We've been missing in action for a few days in the way of NEW posts ...
So we've got a bit of catching up to do in today's TUESDAY THIS AND THAT edition!
50 years after Jim Morrison’s death, where is his 1967 Shelby GT500?
This article popped up today in my weekly car newsletter.
We need more car stories in FH.
Cool article … if totaled, it was likely scrapped. (Not sure how many people would have made the connection to Jim Morrison at the time.) If not, it should be in one of those car museums. If not, it may have changed hands numerous times over the years between collectors … but you’d think there’d be some record of that. Still, a VERY interesting perspective on yet another mystery surrounding Jim Morrison’s life. (Hmm … kinda like Eddie Wilson’s car in Eddie And The Cruisers!!!)
More car stories? Bring ‘em on (if they’re as good as this one.)
Otherwise, we just have to settle for more car tunes … or cartoons, I guess! (kk)
The Harvey Kubernik assemblage on the Doors you featured in Forgotten Hits on July 3rd, the 50th Anniversary of the passing of Jim Morrison, was as fine a piece of music journalism as I have ever read. Really remarkable. Thank-you to Harvey Kubernik for an excellent job, and to you and Forgotten Hits for providing the venue at which it was presented.
I thought you would get a kick out of this story I recalled Burton Cummings featured in his blog a few years ago on his meeting Jim Morrison.
A night to remember if there ever was one. Thanks, Tim.
(I’ve heard Burton tell this story before … but I couldn’t think of a more perfect place to run it again!) Passing your kudos along to Harvey. (kk)

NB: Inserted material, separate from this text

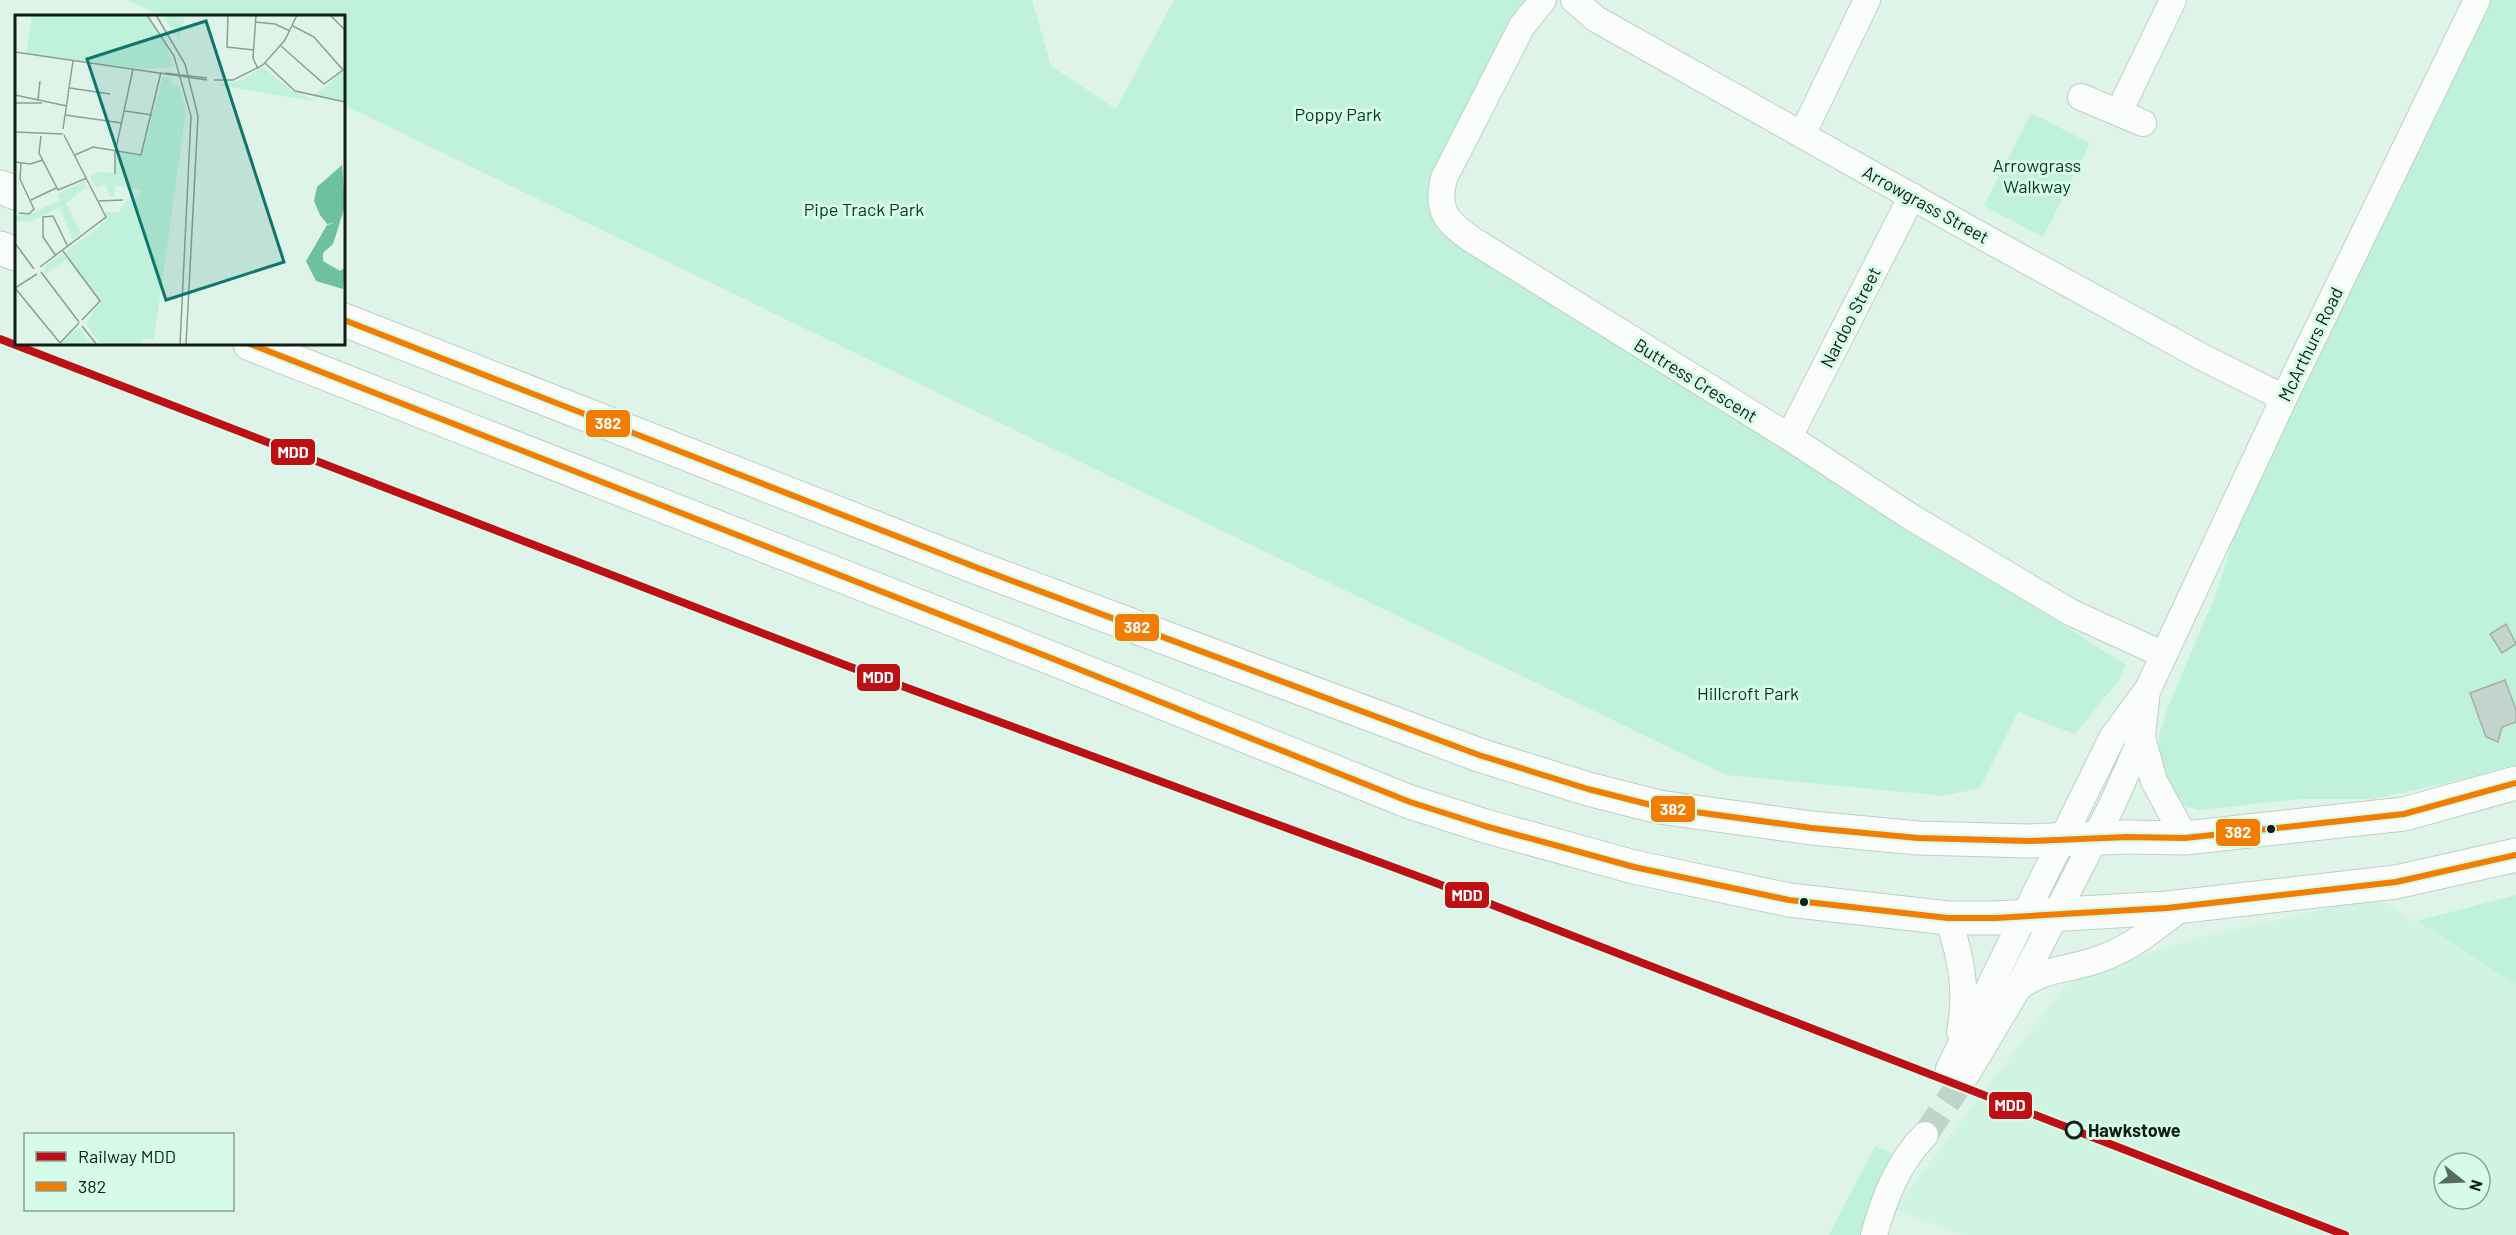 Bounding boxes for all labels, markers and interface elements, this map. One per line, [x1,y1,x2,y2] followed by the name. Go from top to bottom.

Please tell Tim I really appreciate his words. Means a lot. I do the forensic work and try and take the readers / viewers into new terrain. I've known for over 50 years the engineer and the producer are just as important as the recording artists documented.
Deejay Dr. James Cushing has stressed to me, "It's not nostalgia if you are delivering new information." The poet / actor Harry E. Northup also reinforced that my work / expedition, mostly culled from first-hand observations from a 60 year journey of devotion, is the antithesis from a lot of music journalism and reporting these days. I feel with this multi-voice narrative text on the Doors and the forum FH and yourself provided for the band, that this is a chronicle that will be praised and studied for decades. We both hit the ball over the fence and know many people will be reminded about the Doors' legacy and as well as being introduced for the first time to their catalogue. Mission accomplished.
Harvey also writes …
RIP Vic Briggs of Eric Burdon and the Animals and Co-writer of "Monterey"
Let us not forget the musical contributions of Vic Briggs who, during 1966 – 1969, was a member of Eric Burdon and the Animals.
From my interview with Vic Briggs - Harvey Kubernik ©2012 - Portions appeared in the book A Perfect Haze: The Illustrated History of the Monterey International Pop Festival by Harvey and Kenneth Kubernik
“We loved the album John Handy Live at the Monterey Jazz Festival. Before Monterey Pop, we did a college tour and we worked up some pretty outlandish stuff. John Coltrane’s ‘My Favorite Things,’ songs by John Handy, and Eric [Burdon] singing a lot of road stuff, like ‘Tobacco Road’ and ‘Hey Gyp.’
“On our first tour, we played at the Monterey Fairgrounds on March 22, 1967. The police came and knocked on our hotel door and gave us a full on, sirens-blaring-escort to the fairgrounds. We then heard from Eric that he was trying to get us on the bill for the Monterey International Pop Festival. My head exploded. I was so excited.
“We went on stage and kicked off with ‘Everyday I Have the Blues,” the Jimmy Witherspoon thing that was our standard opening number. It took off and it felt good. After an extended version of the Rolling Stones’ ‘Paint It, Black,’ was witnessed by Brian Jones sitting right down in front. We went into ‘Gin House Blues,’ then presented our homage to San Francisco to an authentic California crowd.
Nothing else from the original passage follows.